Now, I don’t myself have anything particularly insightful to say about consciousness (understood now as distinct from self-consciousness). But these issues do affect things in which I have a direct interest, in particular, the distinction between occurrent and non-occurrent (“standing”) states. (On my official view, “occurrent state” is a contradiction in terms. A hint of the contradiction comes out if you notice that “occurrent” is closely related to “occurrence,” another name for an event. Or, as I like to put it: an occurrence is a happening. And a state is precisely not a happening. Of course you can extend your use of “state,” and allow yourself to talk of, say, the state of being in the process of walking across the street. But that doesn’t obviate the need for some distinction between, for example, states and processes. That is: there’s an important sense of “state” in which the state of being in the process of walking across the street just isn’t a state, precisely because it’s a process.)
These issues came up earlier this week when I was reading Gary Bartlett’s just-published paper “Occurrent States” (here). Bartlett cites a glossary entry for “occurrent beliefs” from David Braddon-Mitchell and Frank Jackson’s book Philosophy of Mind and Cognition (Oxford: Blackwell, 1996), according to which occurrent beliefs are “Beliefs of which one is actively aware” (303 of the book). The suggestion here isn’t just that a belief is occurrent only if it’s self-conscious. It’s that the occurrence of belief (i.e., its being occurrent, rather than non-occurrent) is to be understood in terms of self-consciousness. But to the extent that that suggestion rests on the conflation of consciousness with self-consciousness, it’s dubious.

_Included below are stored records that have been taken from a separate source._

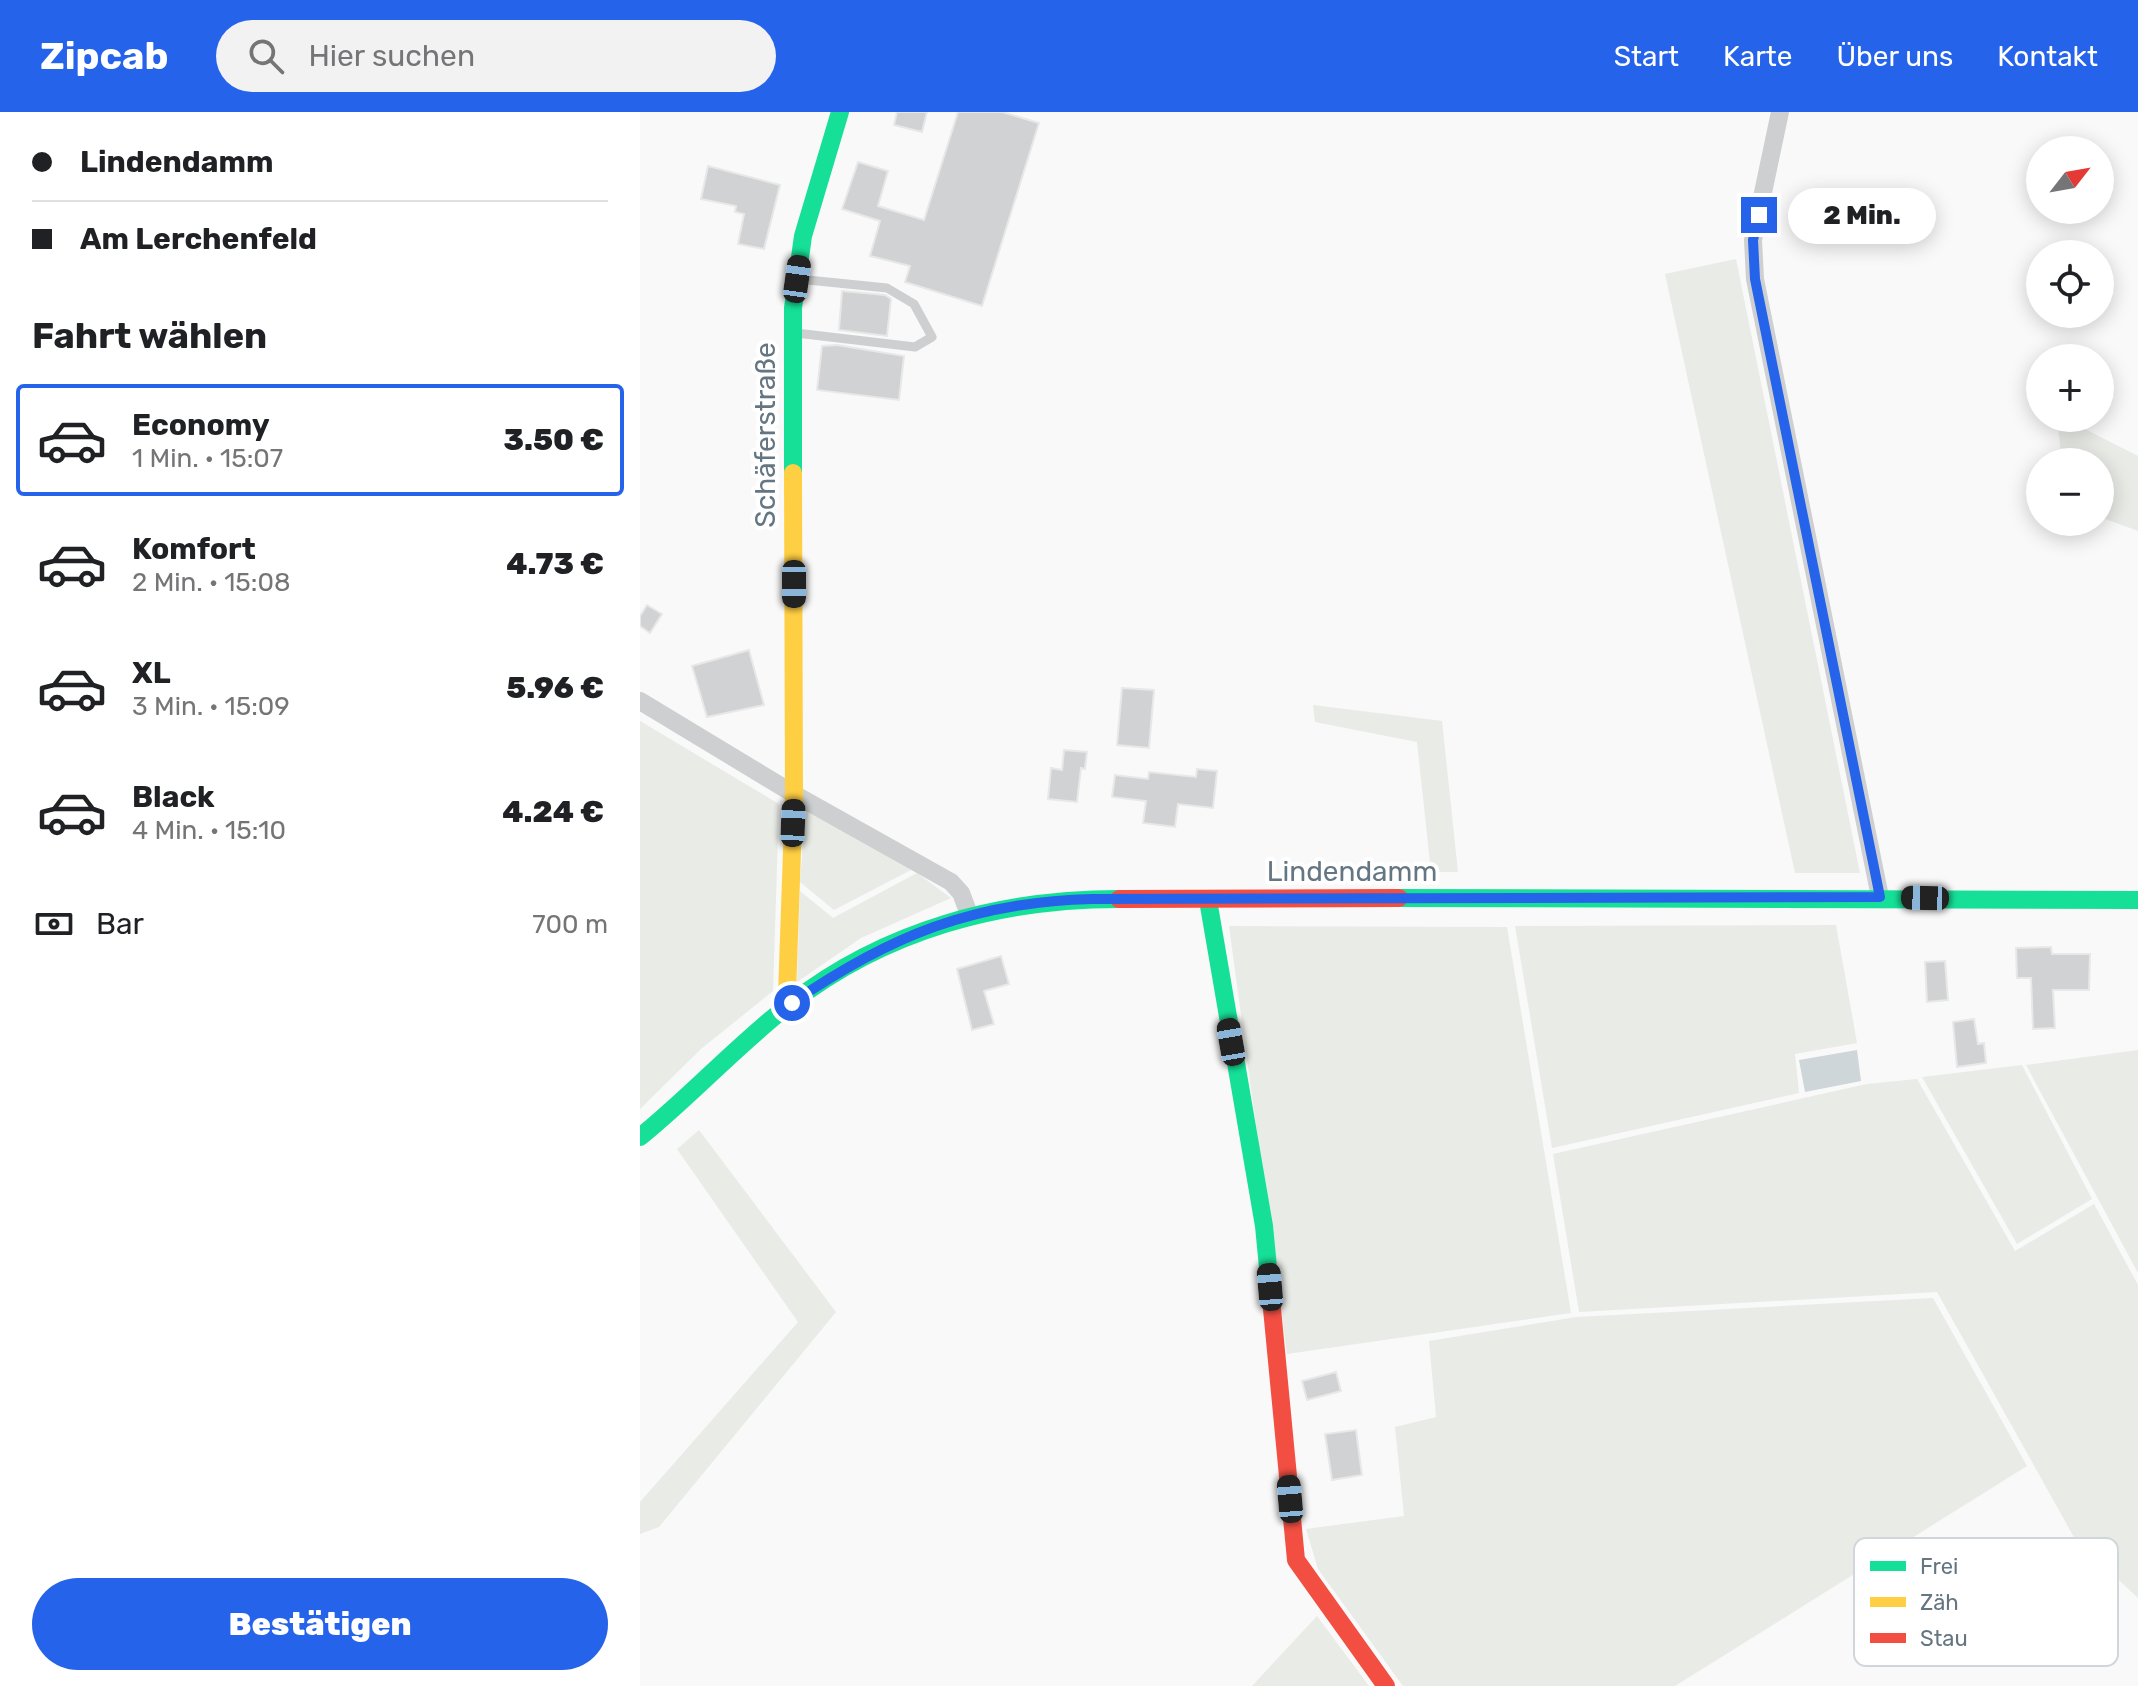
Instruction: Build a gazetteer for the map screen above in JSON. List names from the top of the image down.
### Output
{
  "streets": {
    "street": ["Schäferstraße", "Lindendamm"]
  },
  "crossings": [
    ["Schäferstraße", "Lindendamm"]
  ],
  "legend": ["Frei", "Zäh", "Stau"],
  "north": "top right",
  "page": {
    "header": "Zipcab",
    "search": "Hier suchen",
    "nav": [
      "Start",
      "Karte",
      "Über uns",
      "Kontakt"
    ],
    "banner": ["Lindendamm", "Am Lerchenfeld"],
    "map_buttons": ["+", "−"],
    "bubble": "2 Min.",
    "heading": "Fahrt wählen",
    "list": [
      {
        "name": "Economy",
        "note": "1 Min. · 15:07",
        "value": "3.50 €"
      },
      {
        "name": "Komfort",
        "note": "2 Min. · 15:08",
        "value": "4.73 €"
      },
      {
        "name": "XL",
        "note": "3 Min. · 15:09",
        "value": "5.96 €"
      },
      {
        "name": "Black",
        "note": "4 Min. · 15:10",
        "value": "4.24 €"
      }
    ],
    "pay": ["Bar", "700 m"],
    "buttons": "Bestätigen"
  }
}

More importantly, from my perspective: if that conflation is common, it’s likely to occlude views on which the occurrence of a belief (and the occurrence states more generally) isn’t to be understood in terms of (and perhaps doesn’t even involve) self-consciousness.

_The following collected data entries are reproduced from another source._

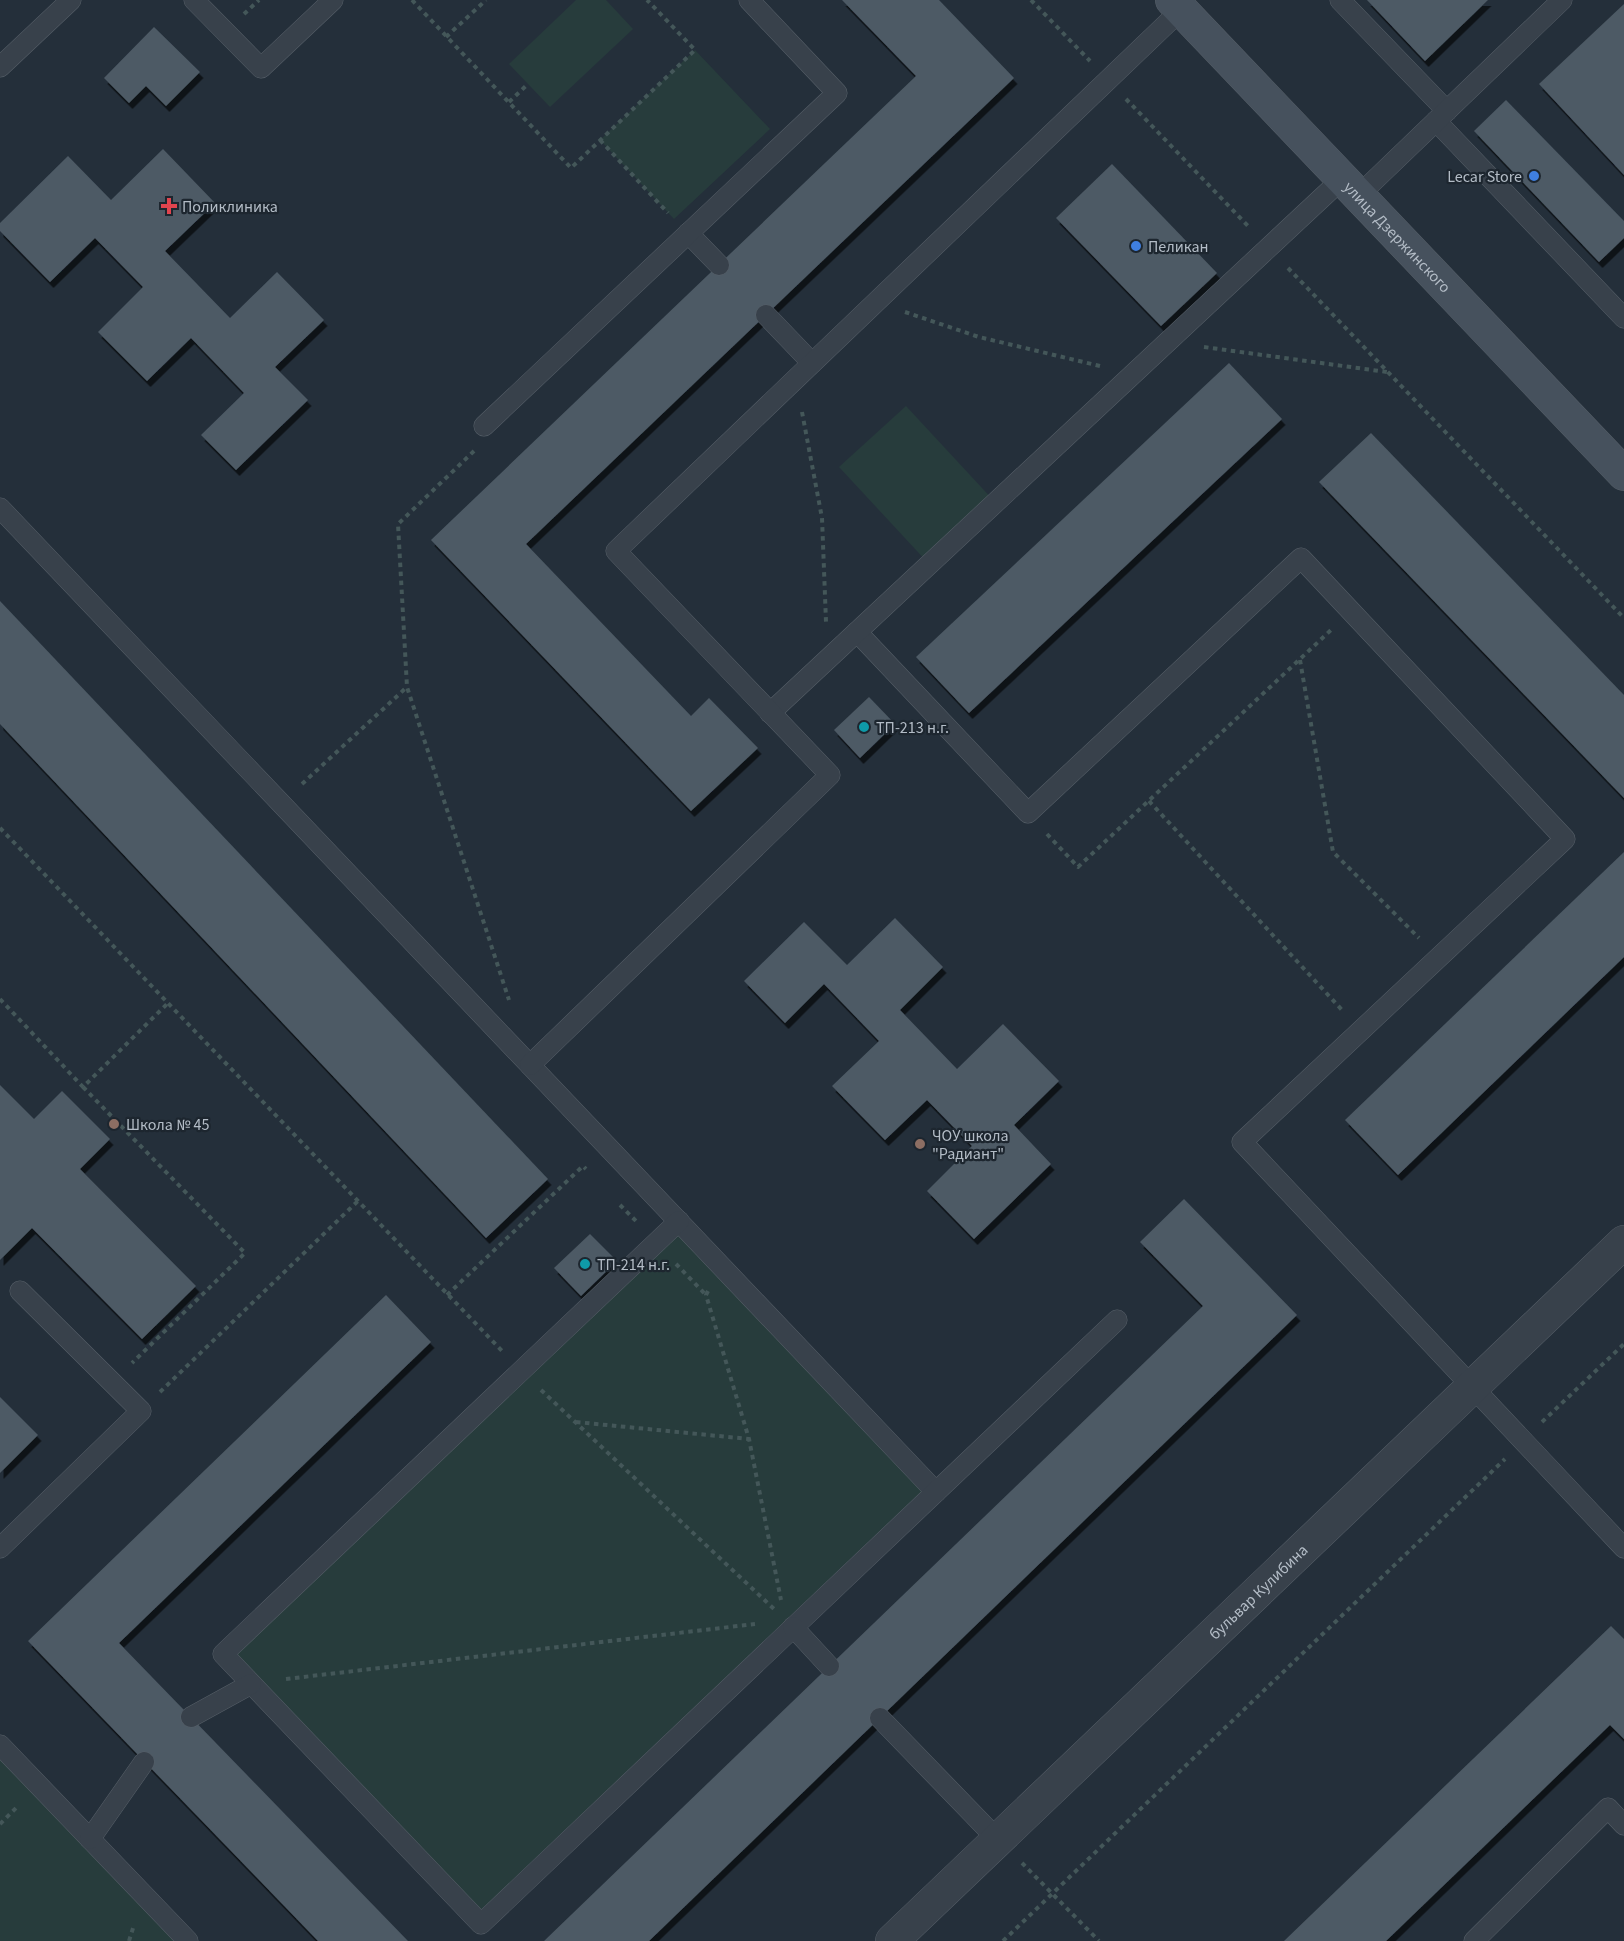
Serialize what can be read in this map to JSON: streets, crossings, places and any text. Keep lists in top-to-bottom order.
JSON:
{
  "streets": {
    "main road": ["улица Дзержинского"],
    "street": ["бульвар Кулибина"]
  },
  "places": {
    "other": [
      "Lecar Store",
      "Пеликан",
      "ТП-213 н.г.",
      "Школа № 45",
      "ЧОУ школа \"Радиант\"",
      "ТП-214 н.г."
    ],
    "health": ["Поликлиника"]
  }
}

I unfortunately don’t have the time right now to back this claim up with evidence, but it seems to me that this kind of conflation of consciousness and self-consciousness is fairly ubiquitous in at least some corners of the philosophy of mind (and action, actually). It’s certainly of a piece with a certain sort of methodology common in certain circles, what’s sometimes called the “first-person” methodology. (This sort of methodology is commonly adopted by those influenced by Richard Moran’s Authority and Estrangement, though I’m not entirely sure that Moran himself employs it, at least as I understand it.) The idea here is that we (for some reason) need to think of, for example, what it is to believe something from the first-person perspective, if we’re going to understand what belief is. The problem, from my perspective, is that, if you think of belief only from the first-person perspective, you’ll necessarily be thinking of specifically self-conscious belief. And so if you employ this methodology and, using it, produce arguments to the effect that all beliefs are self-conscious, or that belief is essentially self-conscious, that might be because you’ve begged the question, in the sense that your very methodology ensures that the only beliefs that will come into view for you (and so, perhaps, the only things you’ll be willing to call beliefs) will be self-conscious beliefs.

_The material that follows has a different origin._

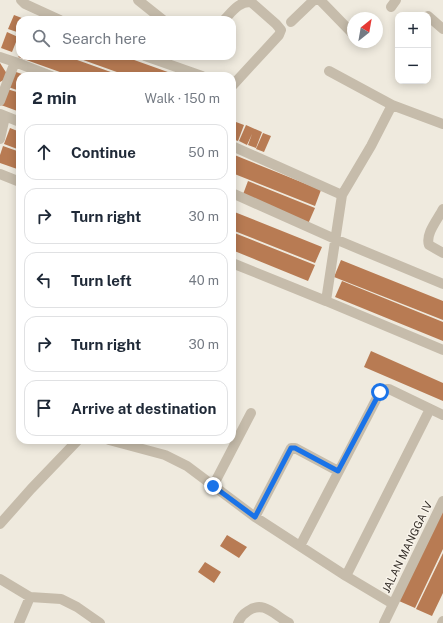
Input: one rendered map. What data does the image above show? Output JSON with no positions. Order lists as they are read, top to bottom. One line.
{"streets":{"street":["JALAN MANGGA IV"]},"north":"top right","page":{"map_buttons":["+","−"],"search":"Search here","heading":["2 min","Walk · 150 m"],"list":[["Continue","50 m"],["Turn right","30 m"],["Turn left","40 m"],["Turn right","30 m"],"Arrive at destination"]}}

I’ll add that I’m not terribly confident in these criticisms. But they reflect considerations that make me suspicious of a lot of recent work in the philosophy of mind and action. At the very least, I’d like to hear a lot more about how philosophers like Bartlett and Braddon-Mitchell and Jackson (just to mention those I’ve mentioned here) think about the distinction between consciousness and self-consciousness.
Actually, Bartlett does, in a sense, discuss this issue (in section 4), though he does it under the guise of asking whether occurrent states can be unconscious. To me, though, it looks like these so-called unconscious states might be merely non-self-conscious, hence, perhaps, conscious. So I’d also like to know more about how these philosophers think of the distinction between the conscious and the unconscious. Or, more completely: how do we understanding the three-fold distinction between the conscious, the self-conscious, and the unconscious?